Saving the nation’s second-oldest institution from extinction
S. 1853 The Postal Service Protection Act, sponsored by Sen. Bernie Sanders, I-VT. Introduced November 10, 2011.

On December 5th, Postmaster General Patrick R. Donahoe announced that come spring the U.S. Postal Service will shutter 3,700 retail facilities, more than half of its 500 mail-processing centers, and end next-day mail service in an effort to address a $5.1 billion deficit in 2011. It’s estimated that more than 100,000 employees will lose their jobs as a result of the cuts. Donahoe is also seeking congressional approval to cut out Saturday delivery, which he says will save the agency some $3 billion annually.

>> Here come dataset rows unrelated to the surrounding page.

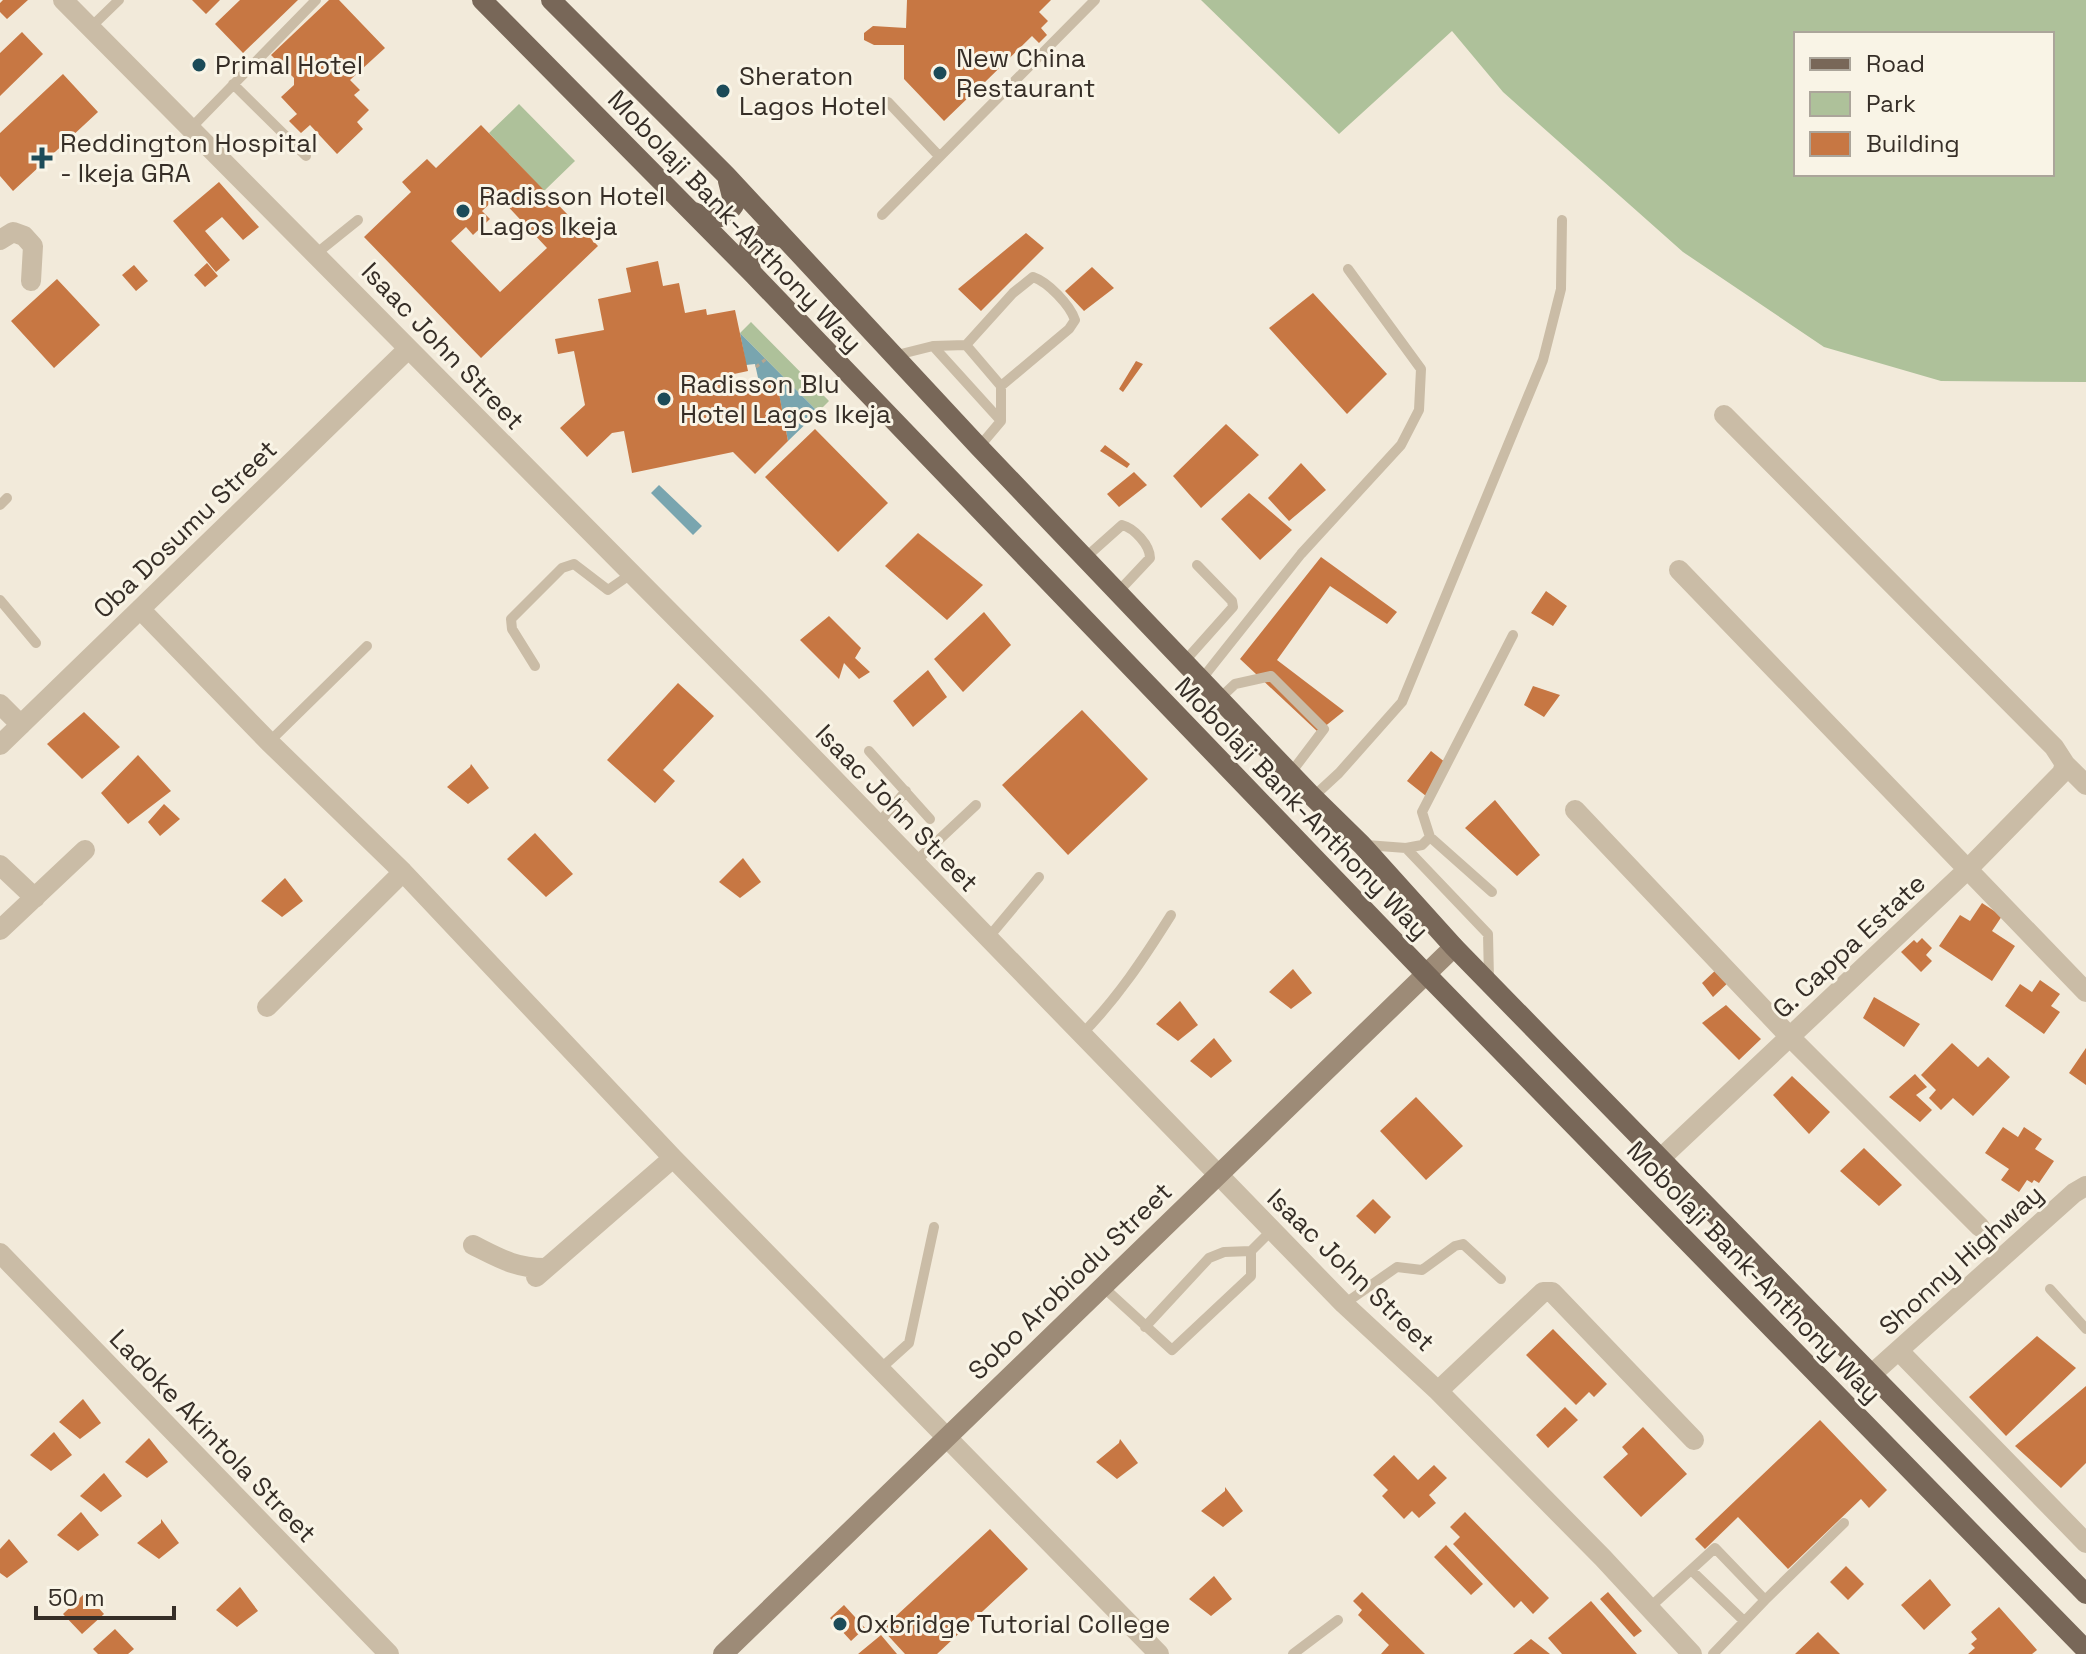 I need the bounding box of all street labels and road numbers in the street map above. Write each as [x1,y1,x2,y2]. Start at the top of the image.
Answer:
street label: Mobolaji Bank-Anthony Way [601,83,869,359]
street label: Isaac John Street [354,255,532,437]
street label: Oba Dosumu Street [86,432,284,626]
street label: Mobolaji Bank-Anthony Way [1168,670,1436,946]
street label: Isaac John Street [808,717,986,899]
street label: G. Cappa Estate [1765,866,1933,1026]
street label: Mobolaji Bank-Anthony Way [1620,1134,1888,1410]
street label: Sobo Arobiodu Street [961,1175,1179,1387]
street label: Shonny Highway [1872,1177,2050,1343]
street label: Isaac John Street [1260,1181,1442,1359]
street label: Ladoke Akintola Street [102,1322,324,1550] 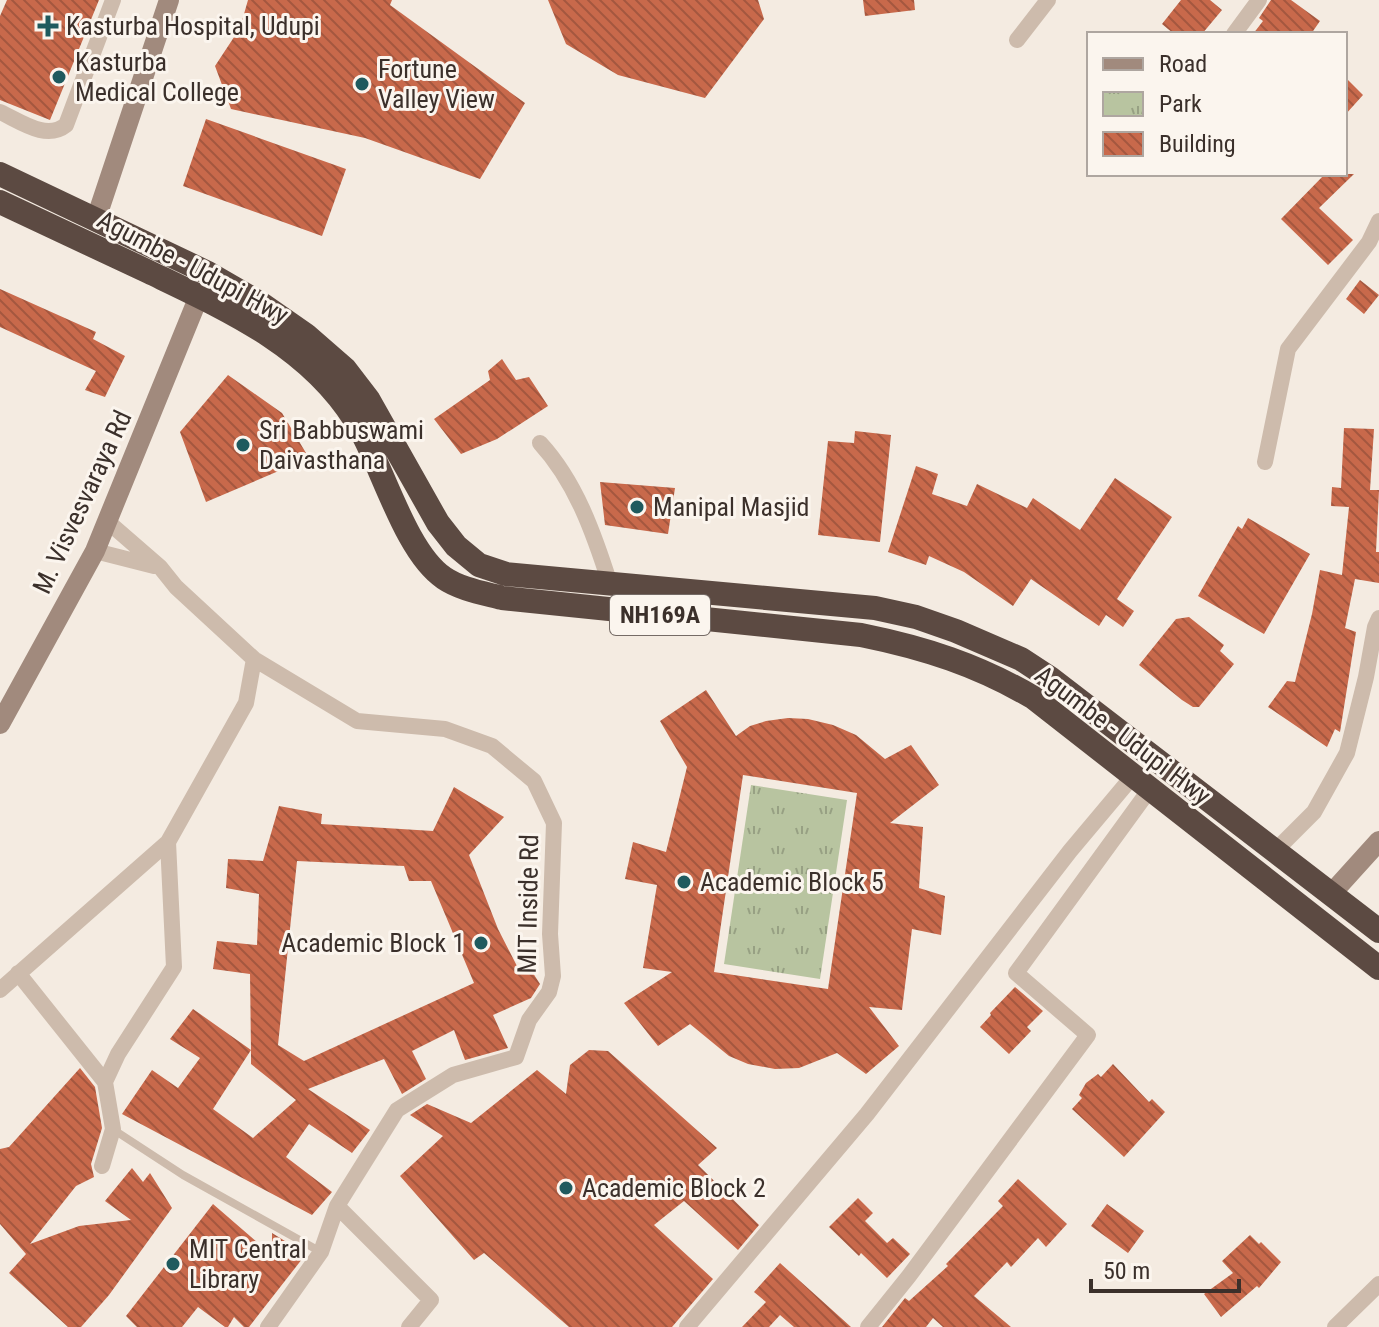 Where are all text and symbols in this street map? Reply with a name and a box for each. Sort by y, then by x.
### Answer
place label: Kasturba Hospital, Udupi [66,11,320,41]
marker: Kasturba Hospital, Udupi [37,15,59,37]
legend [1087,32,1347,176]
place label: Kasturba Medical College [75,47,239,107]
text: Road [1159,50,1207,78]
place label: Fortune Valley View [378,54,495,114]
marker: Kasturba Medical College [50,68,68,86]
marker: Fortune Valley View [353,75,371,93]
text: Park [1159,90,1202,118]
text: Building [1159,130,1236,158]
street label: Agumbe - Udupi Hwy [92,204,294,330]
street label: M. Visvesvaraya Rd [26,406,138,598]
place label: Sri Babbuswami Daivasthana [259,415,424,475]
marker: Sri Babbuswami Daivasthana [234,436,252,454]
place label: Manipal Masjid [653,492,810,522]
marker: Manipal Masjid [628,498,646,516]
road number: NH169A [610,595,710,635]
street label: Agumbe - Udupi Hwy [1029,659,1217,811]
street label: MIT Inside Rd [512,834,544,974]
place label: Academic Block 5 [700,867,884,897]
marker: Academic Block 5 [675,873,693,891]
place label: Academic Block 1 [281,928,465,958]
marker: Academic Block 1 [472,934,490,952]
place label: Academic Block 2 [582,1173,766,1203]
marker: Academic Block 2 [557,1179,575,1197]
place label: MIT Central Library [189,1234,307,1294]
scale bar [1091,1243,1239,1293]
marker: MIT Central Library [164,1255,182,1273]
text: 50 m [1103,1257,1150,1285]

Contrary to popular belief, the Postal Service’s problems are not tied to the rise of email or declining volume, but a requirement in the 2006 Postal Service Accountability and Enhancement Act that obliges the USPS to pre-pay 80 percent of its retiree health benefits for the next 75 years. The payments are to be made at a highly accelerated rate that amounts to a total cost to the USPS of more than $5 billion each year through 2016. By contrast, most private sector companies pre-fund just 30 percent to 50 percent of future retiree health care costs, if they do so at all, and no government agency is required to pony up as much as the USPS for future benefits. (You can read my article on the problems at the USPS in last Sunday’s Philadelphia Tribune).

The installment for 2012 was due at the end of September, but the USPS received an extension; it now has until Friday to come up with the cash or face default (unless it gets another extension, which it is hoping it will).

While some of us may have the luxury of writing off the Post Office as a quaint reminder of days past, for lower-income consumers, in particular, the USPS still provides a vital service. These are people who are more likely to live check-to-check and depend on one-day delivery to get bills in on time. Many also rely on post offices to get money orders in neighborhoods that are short on banks without relying on expensive check-cashing places.

Bernie Sanders’s bill would allow the Postal Service to engage in some creative accounting and apply roughly $7 billion in overpayments the agency made to the Federal Employees Retirement System to its current liabilities. The bill would also end the insane pre-funding mandate created by the Postal Service Accountability and Enhancement Act.